Merkel: Deutschland ist stark und fähig, die Krise zu meistern

Regierungserklärung der Bundeskanzlerin im Bundestag zur Lage auf den Finanzmärkten

(MEDRUM) "Deutschland ist stark", lautete ein Kernsatz von
Bundeskanzlerin Angela Merkel in ihrer heutigen Regierungserklärung im
Deutschen Bundestag. Sie sei zuversichtlich, dass die Folgen der Krise
gemeistert werden können.

Angela
Merkel stellte zwei Hauptaufgaben heraus, die durch die Finanzkrise erfüllt werden müssten. Erstens sei Tag für Tag klassisches Krisenmanagement zu
leisten, wie dies im Fall HRE geschehen sei, und zweitens müsse über
den Tag hinaus gedacht und Zukunftsperspektiven gestaltet werden,
um präventiv vorgehen zu können.

Merkel schilderte zu Beginn
ihrer heutigen Rede den Anfang der Krise. Aus einer amerikanischen
Immobilienkrise sei eine globale Finanzmarktkrise geworden. Das
Vertrauen, als wichtigster Währung der Finanzmärkte, sei verloren
gegangen. Entscheidend sei es nun, das Vertrauen in den Markt wieder
herzustellen.  Sie sieht dies als Hauptaufgabe, um die Krise zu
überwinden.
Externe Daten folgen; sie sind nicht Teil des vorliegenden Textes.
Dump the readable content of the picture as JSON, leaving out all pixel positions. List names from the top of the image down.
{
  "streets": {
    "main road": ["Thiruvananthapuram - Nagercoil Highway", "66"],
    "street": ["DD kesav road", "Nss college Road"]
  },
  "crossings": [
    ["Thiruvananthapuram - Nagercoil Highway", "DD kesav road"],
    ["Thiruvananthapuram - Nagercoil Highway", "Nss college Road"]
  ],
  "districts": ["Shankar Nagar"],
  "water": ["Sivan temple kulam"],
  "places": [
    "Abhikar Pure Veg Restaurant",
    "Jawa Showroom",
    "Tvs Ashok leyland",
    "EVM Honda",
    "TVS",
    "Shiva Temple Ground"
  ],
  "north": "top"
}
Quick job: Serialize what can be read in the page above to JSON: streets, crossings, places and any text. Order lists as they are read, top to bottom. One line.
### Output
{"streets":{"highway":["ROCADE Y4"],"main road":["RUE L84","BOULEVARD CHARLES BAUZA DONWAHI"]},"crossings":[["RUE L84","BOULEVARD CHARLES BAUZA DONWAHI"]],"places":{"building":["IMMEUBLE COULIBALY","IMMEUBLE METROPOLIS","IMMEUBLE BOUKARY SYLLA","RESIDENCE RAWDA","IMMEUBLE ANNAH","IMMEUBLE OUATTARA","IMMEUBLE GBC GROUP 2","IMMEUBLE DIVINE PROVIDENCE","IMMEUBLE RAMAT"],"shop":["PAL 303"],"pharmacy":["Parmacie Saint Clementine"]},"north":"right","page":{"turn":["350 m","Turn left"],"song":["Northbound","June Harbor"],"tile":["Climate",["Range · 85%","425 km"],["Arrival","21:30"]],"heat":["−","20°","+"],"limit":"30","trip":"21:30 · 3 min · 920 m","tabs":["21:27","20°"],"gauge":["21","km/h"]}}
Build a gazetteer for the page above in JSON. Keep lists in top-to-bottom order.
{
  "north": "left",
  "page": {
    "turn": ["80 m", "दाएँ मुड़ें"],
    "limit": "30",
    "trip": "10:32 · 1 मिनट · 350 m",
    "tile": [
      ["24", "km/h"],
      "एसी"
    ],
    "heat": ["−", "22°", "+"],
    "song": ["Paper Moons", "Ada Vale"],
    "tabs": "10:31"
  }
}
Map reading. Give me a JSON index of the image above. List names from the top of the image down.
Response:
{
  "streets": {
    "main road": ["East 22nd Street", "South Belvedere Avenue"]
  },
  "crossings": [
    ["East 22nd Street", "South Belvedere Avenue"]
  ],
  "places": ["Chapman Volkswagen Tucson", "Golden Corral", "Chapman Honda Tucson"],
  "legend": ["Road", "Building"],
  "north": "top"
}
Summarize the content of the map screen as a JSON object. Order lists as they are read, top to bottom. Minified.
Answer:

Hier ordnete sie auch die erneuerte Zusage ein, dass die
Einlagen der Bürger bei Banken von staatlicher Seite garantiert werden.
"Diese Erklärung gilt", so Merkel. Sie machte auch deutlich, dass die Maßnahmen der Bundesregierung nicht darauf angelelgt sind, einzelne Banken zu retten, sondern am Gemeinwohl ausgerichtet sind. "Alle Maßnahmen dienen dem Funktionieren unserer Wirtschaft und vor allen Dingen den Bürgerinnen
und Bürgern in unserem Land", erklärte Merkel.

Für die
Bundeskanzlerin geht es in der jetzigen Krise vor allem auch um das
Vertrauen in unsere Wirtschafts- und Gesellschaftsordnung. Die soziale
Marktwirtschaft, dies sei ihre feste Überzeugung, sei das beste
Wirtschafts- und Sozialmodell, das es gebe. Die jetzige Krise des
Finanzsektors biete auch die Chance, dass alle innerhalb und außerhalb
Deutschlands die internationale Dimension der sozialen Marktwirtschaft
erkennen, verstehen lernen und den Anspruch haben, sie gestalten zu
wollen. Dafür habe man bereits während der G8-Präsidentschaft und auf
dem G8-Gipfel in Heiligendamm gekämpft, wenn auch damals noch
vergeblich. Jetzt erkenne aber jeder, wie wichtig es sei, Vorschläge zu
unterbreiten und Maßnahmen zu treffen. Deshalb seien jetzt die gleichen
Dinge, entsprechend ausgeweitet, Teil der Langfriststrategie der
Bundesregierung für die Gestaltung der sozialen Marktwirtschaft in ihrer
internationalen Dimension. Dafür sei ein abgestimmtes europäisches und
internationales Handeln erforderlich und dies sei immer wieder betont
worden, zum Beispiel in der Transparenz-Initiative. Alle
internationalen Positionen zur Lösung der Probleme seien im September
zusammen mit dem französischen Staatspräsidenten festgehalten und noch
einmal in einem Treffen mit dem britischen Premierminister und dem
italienischen Ministerpräsidenten konkretisiert worden. Diese beruhten
wesentlich auf den Vorschlägen des Forums für Finanzmarktstabilität aus
dem April 2008 (Anhang). Dabei ginge es um die Verbesserung des
Liquiditätsmanagements, die Behandlung außerbilanzieller Risiken, die
Bewertung illiquider Vermögensgegenstände, um Transparenzregeln auf
den Finanzmärkten und um den Umgang mit Rating.

Der Enthusiasmus für
solche Regelungen sei noch bis zum Sommer auf der Ebene der
Regierungschefs nicht so groß gewesen wie er hätte sein müssen.
Erste und wesentliche Fortschritte bei der Umsetzung seien allerdings
jetzt zu verzeichnen. Zahlreiche weitere Vorschläge des Forums sollen
bis Ende 2008 verwirklicht werden. Der Finanzminister werde in den
nächsten Tagen nach Amerika reisen und diese Diskussion fortsetzen. Die
Bundesregierung werde an der Spitze derjenigen stehen, die bessere
künftige Regelungen fordern, unterstrich die Bundeskanzlerin.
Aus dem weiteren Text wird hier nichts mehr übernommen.